Anayasa çalışmaları konusunda bir soru üzerine Ömer Çelik, "Zaman zaman Meclis başkanları inisiyatif aldılar ve partiler arası temaslar oldu. 2011'de benim de başında olduğum AK Parti heyeti, partilerin hepsini ziyaret etmişti. Bu konuda görüşmeler yapmıştık, bütün partilere gitmiştik. Nasıl bir anayasa istediğimizi, nasıl bir metot istediğimizi onlarla tartışmıştık. Daha sonrasında da Meclis başkanlarının inisiyatifine bu süreçler yürüdü." yanıtını verdi.
Yürütülen süreçte AK Parti'nin üzerine düşen bütün sorumlulukları yerine getirdiğini belirten Çelik, "Fakat maalesef o zaman katılımcılardan bazıları bunu yapamamışlardı. Hatta o zaman çok iyi hatırlıyorum, bugün 'parlamenter sisteme dönelim' diyenler, o zaman parlamenter sistemle ilgili olarak yapılan çalışmalarda doğru düzgün bir kuvvetler ayrılığı sistemi, doğru düzgün bir denge denetleme sistemi de getirememişlerdi." dedi.

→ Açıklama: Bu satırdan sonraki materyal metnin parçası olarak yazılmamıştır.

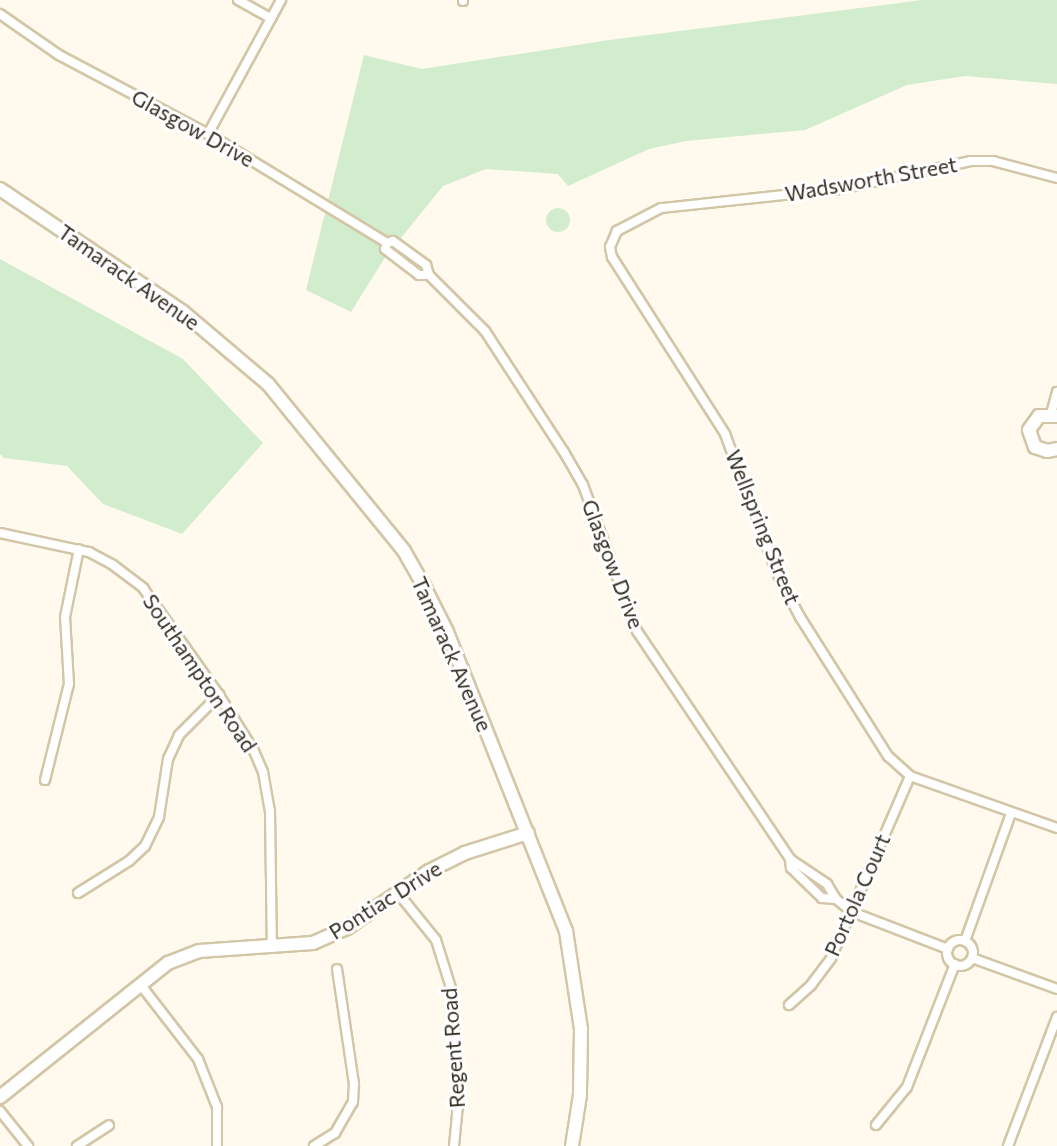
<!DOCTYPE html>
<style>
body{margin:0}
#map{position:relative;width:1057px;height:1146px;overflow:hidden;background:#fffaed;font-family:Commissioner,sans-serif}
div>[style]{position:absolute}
.green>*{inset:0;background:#d2edcd}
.round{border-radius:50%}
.roads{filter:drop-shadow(2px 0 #d2c6a7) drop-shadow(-2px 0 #d2c6a7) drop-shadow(0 2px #d2c6a7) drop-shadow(0 -2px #d2c6a7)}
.street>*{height:8px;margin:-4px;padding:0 4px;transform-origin:4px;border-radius:4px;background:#fff}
.street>.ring{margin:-4px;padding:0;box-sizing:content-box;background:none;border:8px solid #fff;border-radius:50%}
.secondary>*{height:12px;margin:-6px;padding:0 6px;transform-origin:6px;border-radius:6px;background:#fff}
span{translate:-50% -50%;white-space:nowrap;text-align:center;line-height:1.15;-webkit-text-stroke:6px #fff;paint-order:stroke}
.street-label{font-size:21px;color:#312c20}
</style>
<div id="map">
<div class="green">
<i style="clip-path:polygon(922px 0,1057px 0,1057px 84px,965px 76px,907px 85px,805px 130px,686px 141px,649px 149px,568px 186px,558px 174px,486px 169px,443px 186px,384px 259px,351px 312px,306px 290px,364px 55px,422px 69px,609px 40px)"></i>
<i class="round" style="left:546px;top:208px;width:24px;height:24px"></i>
<i style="clip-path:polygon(0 259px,183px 359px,263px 443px,182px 534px,103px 504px,67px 466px,4px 458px,0 454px)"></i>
</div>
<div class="roads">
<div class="street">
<i style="left:238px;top:0;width:38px;rotate:29deg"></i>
<i style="left:463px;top:1px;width:1px;rotate:-90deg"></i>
<i style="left:0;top:14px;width:72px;rotate:34.8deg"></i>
<i style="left:59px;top:55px;width:169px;rotate:27.9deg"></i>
<i style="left:208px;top:134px;width:210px;rotate:31.3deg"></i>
<i style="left:387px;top:243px;width:6px;rotate:-18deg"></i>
<i style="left:393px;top:241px;width:41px;rotate:36deg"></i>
<i style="left:426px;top:265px;width:10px;rotate:73deg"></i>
<i style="left:429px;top:275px;width:79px;rotate:45deg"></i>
<i style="left:485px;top:331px;width:145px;rotate:56.9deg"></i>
<i style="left:564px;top:452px;width:38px;rotate:60deg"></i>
<i style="left:583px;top:485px;width:156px;rotate:69.7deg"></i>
<i style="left:637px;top:631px;width:275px;rotate:56.1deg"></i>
<i style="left:790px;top:859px;width:9px;rotate:84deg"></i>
<i style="left:791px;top:868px;width:43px;rotate:44.1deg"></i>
<i style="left:822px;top:898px;width:14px;rotate:4deg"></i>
<i style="left:836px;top:899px;width:21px;rotate:39deg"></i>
<i style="left:852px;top:912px;width:103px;rotate:21.1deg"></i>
<i style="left:208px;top:134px;width:153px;rotate:-61.4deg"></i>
<i style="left:1057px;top:178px;width:66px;rotate:-165.1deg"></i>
<i style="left:993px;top:161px;width:22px;rotate:180deg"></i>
<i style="left:971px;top:161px;width:134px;rotate:167.9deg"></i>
<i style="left:840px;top:189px;width:180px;rotate:173.9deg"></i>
<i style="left:661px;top:208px;width:50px;rotate:152.4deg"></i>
<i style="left:617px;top:231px;width:17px;rotate:114deg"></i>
<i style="left:610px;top:247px;width:10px;rotate:79deg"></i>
<i style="left:612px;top:257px;width:210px;rotate:57.4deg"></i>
<i style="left:725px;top:434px;width:148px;rotate:69.5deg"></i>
<i style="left:777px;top:573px;width:50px;rotate:62.4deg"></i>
<i style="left:800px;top:617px;width:165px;rotate:57.7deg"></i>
<i style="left:888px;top:756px;width:30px;rotate:42deg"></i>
<i style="left:910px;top:776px;width:156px;rotate:19.5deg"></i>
<i style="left:387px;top:243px;width:6px;rotate:108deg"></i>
<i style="left:385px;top:249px;width:43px;rotate:37.4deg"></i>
<i style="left:419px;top:275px;width:10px"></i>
<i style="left:1051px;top:414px;width:23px;rotate:-75deg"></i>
<i style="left:0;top:533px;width:91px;rotate:12.1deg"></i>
<i style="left:89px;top:552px;width:27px;rotate:28deg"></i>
<i style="left:113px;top:565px;width:38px;rotate:37deg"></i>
<i style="left:143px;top:588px;width:131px;rotate:54.6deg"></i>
<i style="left:219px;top:695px;width:66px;rotate:58deg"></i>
<i style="left:254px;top:751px;width:23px;rotate:67deg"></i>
<i style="left:263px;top:772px;width:40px;rotate:80deg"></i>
<i style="left:270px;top:811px;width:137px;rotate:89.2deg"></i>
<i style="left:45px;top:780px;width:99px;rotate:-76deg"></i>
<i style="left:69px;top:684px;width:67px;rotate:-93.4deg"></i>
<i style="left:65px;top:617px;width:69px;rotate:-78.4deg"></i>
<i style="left:790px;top:859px;width:45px;rotate:34deg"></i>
<i style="left:827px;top:884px;width:17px;rotate:59deg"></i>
<i style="left:78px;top:893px;width:60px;rotate:-32.1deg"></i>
<i style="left:129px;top:861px;width:22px;rotate:-43deg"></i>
<i style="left:145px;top:846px;width:32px;rotate:-64deg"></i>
<i style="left:159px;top:817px;width:59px;rotate:-81.2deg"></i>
<i style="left:168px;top:759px;width:26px;rotate:-65deg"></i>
<i style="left:179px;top:735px;width:57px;rotate:-45deg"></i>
<i style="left:398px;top:893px;width:60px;rotate:51deg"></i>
<i style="left:436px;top:940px;width:53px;rotate:72.6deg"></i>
<i style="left:452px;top:991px;width:103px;rotate:86.1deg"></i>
<i style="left:459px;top:1094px;width:52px;rotate:95.5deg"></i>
<i class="ring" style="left:947px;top:940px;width:18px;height:18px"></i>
<i style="left:965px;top:941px;width:136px;rotate:-70.2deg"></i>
<i style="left:972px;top:958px;width:90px;rotate:20deg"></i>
<i style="left:140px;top:984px;width:95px;rotate:52.3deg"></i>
<i style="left:198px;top:1059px;width:52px;rotate:68.4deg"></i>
<i style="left:217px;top:1107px;width:39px;rotate:90deg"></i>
<i style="left:789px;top:1005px;width:30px;rotate:-42deg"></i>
<i style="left:811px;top:985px;width:34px;rotate:-53deg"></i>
<i style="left:831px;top:958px;width:198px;rotate:-66.5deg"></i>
<i style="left:0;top:1111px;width:45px;rotate:51.3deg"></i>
<i style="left:876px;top:1125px;width:49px;rotate:-50.8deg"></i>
<i style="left:907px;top:1087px;width:132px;rotate:-68.7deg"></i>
<i style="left:77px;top:1146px;width:38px;rotate:-33deg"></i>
<i style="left:314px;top:1146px;width:25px;rotate:-32deg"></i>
<i style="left:335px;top:1133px;width:36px;rotate:-60deg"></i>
<i style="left:353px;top:1102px;width:18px;rotate:-87deg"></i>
<i style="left:354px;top:1084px;width:116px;rotate:-98.4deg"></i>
<i style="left:1008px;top:1146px;width:138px;rotate:-69.2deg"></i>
</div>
<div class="secondary">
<i style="left:0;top:189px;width:220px;rotate:33.9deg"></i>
<i style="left:183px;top:312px;width:111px;rotate:40.3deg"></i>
<i style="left:268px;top:384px;width:215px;rotate:50.8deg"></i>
<i style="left:404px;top:551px;width:40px;rotate:60.3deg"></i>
<i style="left:424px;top:586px;width:51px;rotate:63.4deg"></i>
<i style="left:447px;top:632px;width:322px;rotate:68.3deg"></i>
<i style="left:566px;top:931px;width:99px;rotate:81.3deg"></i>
<i style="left:581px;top:1029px;width:66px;rotate:90.9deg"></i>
<i style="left:580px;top:1095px;width:52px;rotate:98.9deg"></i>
<i style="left:1057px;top:416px;width:18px;rotate:180deg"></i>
<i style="left:1039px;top:416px;width:17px;rotate:126deg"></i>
<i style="left:1029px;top:430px;width:18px;rotate:71deg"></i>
<i style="left:1035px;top:447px;width:13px;rotate:18deg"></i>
<i style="left:1047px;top:451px;width:10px;rotate:-11deg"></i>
<i style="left:0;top:1097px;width:215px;rotate:-38.6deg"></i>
<i style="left:168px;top:963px;width:33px;rotate:-21deg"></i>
<i style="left:199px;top:951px;width:114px;rotate:-4deg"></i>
<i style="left:313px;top:943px;width:37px;rotate:-24deg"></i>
<i style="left:347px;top:928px;width:100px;rotate:-34.8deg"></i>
<i style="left:429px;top:871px;width:40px;rotate:-26.6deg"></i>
<i style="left:465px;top:853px;width:66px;rotate:-17.6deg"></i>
</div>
</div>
<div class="street-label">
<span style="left:193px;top:128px;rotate:29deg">Glasgow Drive</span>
<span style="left:871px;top:179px;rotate:-10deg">Wadsworth Street</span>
<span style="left:129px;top:277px;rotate:35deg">Tamarack Avenue</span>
<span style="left:763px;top:527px;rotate:68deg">Wellspring Street</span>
<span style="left:613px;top:564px;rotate:69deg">Glasgow Drive</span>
<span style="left:452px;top:654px;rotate:66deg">Tamarack Avenue</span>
<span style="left:200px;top:673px;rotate:56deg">Southampton Road</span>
<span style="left:857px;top:895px;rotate:-66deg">Portola Court</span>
<span style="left:385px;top:900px;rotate:-32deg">Pontiac Drive</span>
<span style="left:453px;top:1048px;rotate:-94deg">Regent Road</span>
</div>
</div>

Zaman içinde parlamenter sistem varken, vesayetten yana olanların, Cumhurbaşkanlığı Hükümet Sistemi'ne geçildiğinde "parlamenter sistem" diyerek konuyu başka bir yere çekmeye çalıştığını dile getiren Ömer Çelik, şöyle devam etti:
"Cumhurbaşkanı, halk tarafından seçiliyor. Millete verilmiş bir yetki, milletten geri alınamaz. Dolayısıyla 'Cumhurbaşkanının halk tarafından seçilmesi' demek son derece güçlü bir cumhurbaşkanının söz konusu olması demektir. O zaman başbakan da seçildiği için bunun Türkiye'ye yaratacağı sıkıntılar herkesin zaten ortak noktası. Parlamenter sistem içindeki krizler de ortak noktasıydı. Dolayısıyla cumhurbaşkanlığı makamının halk tarafından seçilmesinden sonra artık Cumhurbaşkanlığı Hükümet Sistemi gibi Başkanlık Sistemine geçiş bir zorunluluk haline geldi. Hem bu krizlerin gitmesi hem istikrarın sağlanması açısından.

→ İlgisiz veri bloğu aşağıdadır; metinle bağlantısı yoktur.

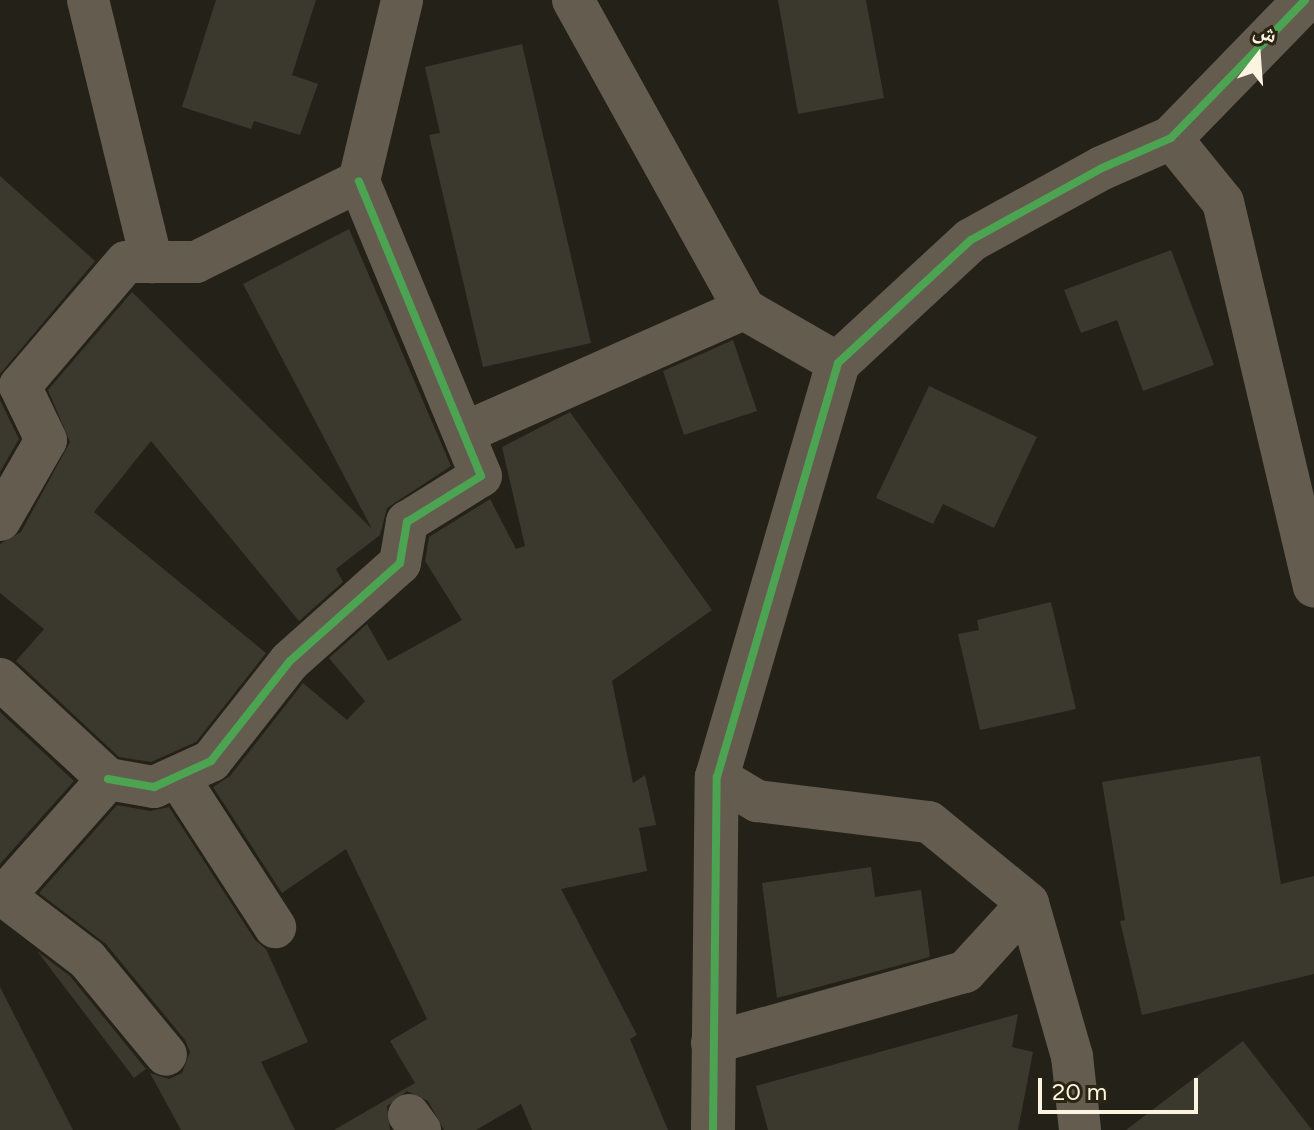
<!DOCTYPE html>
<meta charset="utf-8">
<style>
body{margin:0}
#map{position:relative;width:1314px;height:1130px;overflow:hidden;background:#242119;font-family:Figtree,"Noto Naskh Arabic",sans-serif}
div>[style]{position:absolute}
.building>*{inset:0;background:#3b382e}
.minor>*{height:42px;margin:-21px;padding:0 21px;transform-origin:21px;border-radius:21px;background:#645c4f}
.tertiary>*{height:44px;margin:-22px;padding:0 22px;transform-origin:22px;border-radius:22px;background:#645c4f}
.cycleway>*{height:8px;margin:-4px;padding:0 4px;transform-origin:4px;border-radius:4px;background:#4ca352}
span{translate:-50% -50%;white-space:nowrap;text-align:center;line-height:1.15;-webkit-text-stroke:8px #292414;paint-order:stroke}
.north{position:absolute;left:1218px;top:16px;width:80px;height:80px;-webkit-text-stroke:6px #292414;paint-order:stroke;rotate:17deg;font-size:22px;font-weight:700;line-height:32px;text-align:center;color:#fcf3e0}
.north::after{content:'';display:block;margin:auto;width:28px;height:36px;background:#fcf3e0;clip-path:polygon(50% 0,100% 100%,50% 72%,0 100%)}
.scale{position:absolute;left:1038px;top:1078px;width:160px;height:36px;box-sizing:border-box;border:4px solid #fcf3e0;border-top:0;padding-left:10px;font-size:24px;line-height:28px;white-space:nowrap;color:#fcf3e0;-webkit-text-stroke:6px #292414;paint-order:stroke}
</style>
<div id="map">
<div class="building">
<div style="clip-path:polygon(216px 0,316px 0,292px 75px,318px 84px,300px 135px,254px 121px,251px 129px,182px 107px)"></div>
<div style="clip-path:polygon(778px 0,866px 0,884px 98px,798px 114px)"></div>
<div style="clip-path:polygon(522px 44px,591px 343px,483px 367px,429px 135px,440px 133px,425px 67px)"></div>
<div style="clip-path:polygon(0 176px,95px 261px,0 374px)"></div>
<div style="clip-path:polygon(349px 229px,451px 466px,387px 508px,380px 535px,336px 569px,343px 582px,299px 621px,151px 441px,94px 512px,266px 653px,196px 742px,151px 762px,119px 757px,16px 661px,44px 629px,0 593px,0 544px,21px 532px,70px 442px,48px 390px,132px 292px,372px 529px,243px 284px)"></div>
<div style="clip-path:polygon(1171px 250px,1214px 365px,1143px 391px,1117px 320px,1081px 333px,1064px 290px)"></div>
<div style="clip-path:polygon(733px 340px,757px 411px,684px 435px,663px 371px)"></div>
<div style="clip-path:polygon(929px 386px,1037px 437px,994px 528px,943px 504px,933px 524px,876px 498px)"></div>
<div style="clip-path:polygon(0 400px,19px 439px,0 472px)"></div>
<div style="clip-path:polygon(570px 412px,712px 610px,612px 681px,633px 783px,645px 775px,656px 825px,639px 828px,647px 871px,561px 889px,637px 1035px,630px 1039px,668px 1130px,532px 1130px,521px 1104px,476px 1130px,444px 1130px,428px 1101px,407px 1091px,387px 1106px,390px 1130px,334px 1130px,415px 1083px,390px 1041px,427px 1019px,346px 849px,282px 893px,213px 787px,230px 776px,303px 683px,347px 720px,365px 701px,329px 658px,367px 624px,388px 661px,462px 620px,425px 561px,429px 537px,490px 499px,516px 549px,525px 546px,502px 447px)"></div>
<div style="clip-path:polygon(1051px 602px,1076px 709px,980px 730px,958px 634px,979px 630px,977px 620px)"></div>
<div style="clip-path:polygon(0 712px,74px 781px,0 864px)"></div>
<div style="clip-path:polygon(1260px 756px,1281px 884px,1314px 876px,1314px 974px,1142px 1015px,1120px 921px,1125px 920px,1102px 782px)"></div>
<div style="clip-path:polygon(117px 805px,150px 811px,169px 807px,255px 940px,266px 949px,308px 1042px,261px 1062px,295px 1130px,181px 1130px,150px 1073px,169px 1079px,182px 1073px,190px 1052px,185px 1040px,106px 944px,39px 893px)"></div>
<div style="clip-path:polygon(871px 867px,875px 897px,921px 890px,930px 957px,777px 998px,762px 883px)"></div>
<div style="clip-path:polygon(37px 951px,70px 976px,146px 1069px,134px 1078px)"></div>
<div style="clip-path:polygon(0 987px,73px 1130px,0 1130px)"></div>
<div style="clip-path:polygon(1018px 1014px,1012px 1047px,1033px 1052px,1018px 1130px,768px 1130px,756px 1086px)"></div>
<div style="clip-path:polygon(1243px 1041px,1312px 1130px,1126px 1130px)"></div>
</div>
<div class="minor">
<div style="left:88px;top:0;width:270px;rotate:76.3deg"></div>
<div style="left:573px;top:0;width:353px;rotate:61deg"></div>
<div style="left:744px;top:309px;width:108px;rotate:29.9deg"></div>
<div style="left:1171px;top:138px;width:82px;rotate:50.9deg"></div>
<div style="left:1223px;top:202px;width:395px;rotate:76.7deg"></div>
<div style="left:466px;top:432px;width:304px;rotate:-23.9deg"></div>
<div style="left:0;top:520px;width:92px;rotate:-60.1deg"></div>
<div style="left:46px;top:440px;width:60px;rotate:-115.7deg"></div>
<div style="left:20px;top:386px;width:163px;rotate:-49.5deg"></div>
<div style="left:126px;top:262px;width:70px"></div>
<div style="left:196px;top:262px;width:182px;rotate:-26.4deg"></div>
<div style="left:359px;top:181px;width:186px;rotate:-76.6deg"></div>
<div style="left:0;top:679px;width:147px;rotate:42.8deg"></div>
<div style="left:108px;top:779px;width:157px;rotate:131.6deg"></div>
<div style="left:178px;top:777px;width:179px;rotate:57.1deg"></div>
<div style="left:717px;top:777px;width:47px;rotate:31deg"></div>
<div style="left:757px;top:801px;width:173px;rotate:7deg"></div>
<div style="left:929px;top:822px;width:128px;rotate:39.3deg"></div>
<div style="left:1028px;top:903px;width:159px;rotate:74deg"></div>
<div style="left:1072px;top:1056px;width:74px;rotate:83.8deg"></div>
<div style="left:108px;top:779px;width:47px;rotate:9.9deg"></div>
<div style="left:154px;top:787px;width:63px;rotate:-24.5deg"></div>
<div style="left:211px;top:761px;width:127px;rotate:-51.7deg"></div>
<div style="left:290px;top:661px;width:147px;rotate:-41.7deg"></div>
<div style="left:400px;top:563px;width:42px;rotate:-80.3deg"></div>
<div style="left:407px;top:522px;width:87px;rotate:-31.9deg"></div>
<div style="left:481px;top:476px;width:319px;rotate:-112.5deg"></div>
<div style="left:0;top:893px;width:109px;rotate:37.2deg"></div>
<div style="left:87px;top:959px;width:124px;rotate:50.5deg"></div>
<div style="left:712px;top:1043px;width:263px;rotate:-15.7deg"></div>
<div style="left:965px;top:972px;width:93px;rotate:-47.6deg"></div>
<div style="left:409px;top:1115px;width:19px;rotate:54deg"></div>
</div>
<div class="tertiary">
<div style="left:713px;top:1130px;width:353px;rotate:-89.4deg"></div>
<div style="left:717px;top:777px;width:431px;rotate:-73.7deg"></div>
<div style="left:838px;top:363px;width:181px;rotate:-42.8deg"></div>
<div style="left:971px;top:240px;width:149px;rotate:-28.8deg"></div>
<div style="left:1102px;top:168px;width:75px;rotate:-23.5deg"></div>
<div style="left:1171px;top:138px;width:192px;rotate:-45.8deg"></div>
</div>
<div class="cycleway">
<div style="left:108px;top:779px;width:47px;rotate:9.9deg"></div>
<div style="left:154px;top:787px;width:63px;rotate:-24.5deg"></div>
<div style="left:211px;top:761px;width:127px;rotate:-51.7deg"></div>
<div style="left:290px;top:661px;width:147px;rotate:-41.7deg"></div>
<div style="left:400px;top:563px;width:42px;rotate:-80.3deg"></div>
<div style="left:407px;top:522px;width:87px;rotate:-31.9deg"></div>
<div style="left:481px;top:476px;width:319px;rotate:-112.5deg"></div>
<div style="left:713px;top:1130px;width:353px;rotate:-89.4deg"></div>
<div style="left:717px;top:777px;width:431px;rotate:-73.7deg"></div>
<div style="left:838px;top:363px;width:181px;rotate:-42.8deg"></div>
<div style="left:971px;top:240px;width:149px;rotate:-28.8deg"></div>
<div style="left:1102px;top:168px;width:75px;rotate:-23.5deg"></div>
<div style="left:1171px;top:138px;width:192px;rotate:-45.8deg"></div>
</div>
<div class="north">ش</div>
<div class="scale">20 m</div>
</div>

Kuvvetler ayrılığıyla ilgili, denge denetleme sistemleriyle ilgili, temel hak ve hürriyetlerle ilgili gündemler oluyor. Partilerin bununla ilgili hazırlığı nedir? Mesela kuvvetler ayrılığı konusunda her hafta eleştiri yapan partiler nasıl bir kuvvetler ayrılığı istiyorlar? Ya da meclisin rolünün farklı olması gerektiğini söyleyenler meclise, hükümete nasıl bir rol biçiyorlar? İdarenin hızı, idarenin kuvveti ile meclisin kuvveti arasında nasıl bir denge denetleme sistemi görüyorlar? Temel hak ve hürriyetler konusunda ve dünyadaki yeni gelişen haklar konusunda kimler, nasıl yaklaşımlar ortaya koyuyor? Bunların vatandaşımızın önünde şeffaf bir şekilde tartışılması gerekir."
- "Anayasa, devletin kurucu belgesi olan siyasal bir metindir"
AK Parti ya da Cumhur İttifakı olarak yapılacak çalışmalarda, tek başlarına yapacak güçleri olsa bile en geniş uzlaşmayı her zaman arzu ettiklerini vurgulayan Çelik, "Anayasa, hukuki bir metin olsa da devletin kurucu belgesi olan siyasal bir metindir. Dönemin ruhunun bazı özelliklerini taşısa da geleceğe taşıyan, bir bakıma gelecek dönemlerin nüfus cüzdanı niteliğindedir. Dolayısıyla buna herkesin pozitif katkı yapması gerekir." dedi.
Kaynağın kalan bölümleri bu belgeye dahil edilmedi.